Au matin je me lève tranquillement, range mes affaires et fait ma toilette. Je demande ensuite de l’eau au moine et la surprise il me montre le robinet. Je lui répète de « l’eau potable » et il me dit non. Je suis étrangement surpris, j’insiste un peu il me dit non. S’il n’a pas à m’en offrir c’est qu’il doit vraiment être « pauvre ». Je décide quand même de prendre de l’eau du robinet car je constate qu’elle vient du puit et qu’elle est froide (une eau froide indique qu’il y a moins de risque). Je mets toutefois des pastilles qu’il me reste. Je sors un des derniers laits de soja que j’avais et mange une pomme, quelques cacahuètes et autres sucres qu’il me reste. A ce moment le moine m’offre dans petits gâteaux, c’est très gentil et ça me permet de compléter mon petit déjeuné.

Deux petites semaines à Ban Huai Tum Tum

J’ai pris deux jours de repos à remonter le Mékong sur un bateau. Le bateau à moitié composé de touristes, tranquillement assis ou allonger sur les banquettes à leur disposition ; tables et coussins étaient au menu.
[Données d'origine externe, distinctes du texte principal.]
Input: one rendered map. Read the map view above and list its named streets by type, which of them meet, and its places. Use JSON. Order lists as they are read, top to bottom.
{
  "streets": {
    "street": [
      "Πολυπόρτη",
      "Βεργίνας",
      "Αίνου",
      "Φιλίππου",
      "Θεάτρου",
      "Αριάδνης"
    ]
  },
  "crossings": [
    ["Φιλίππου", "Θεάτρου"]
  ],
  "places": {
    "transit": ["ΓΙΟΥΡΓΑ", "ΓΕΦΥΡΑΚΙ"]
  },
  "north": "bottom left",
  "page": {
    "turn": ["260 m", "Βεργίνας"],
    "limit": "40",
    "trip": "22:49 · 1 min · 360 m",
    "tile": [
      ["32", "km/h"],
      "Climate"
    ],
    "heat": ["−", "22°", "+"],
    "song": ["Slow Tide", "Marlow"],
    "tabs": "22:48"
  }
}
La petite partie avant était chargée par le reste des passagers et leurs chargements, c’était des villageois qui rentraient dans leurs villages parfois uniquement accessibles en bateau. Cette séparation entre touristes et locaux, malheureusement, ne m’étonnent même plus. Les locaux s’arrangent et payent moins ? Je ne sais pas, peut-être. Les touristes apprécie ce luxe et se cloisonnement ? Surement …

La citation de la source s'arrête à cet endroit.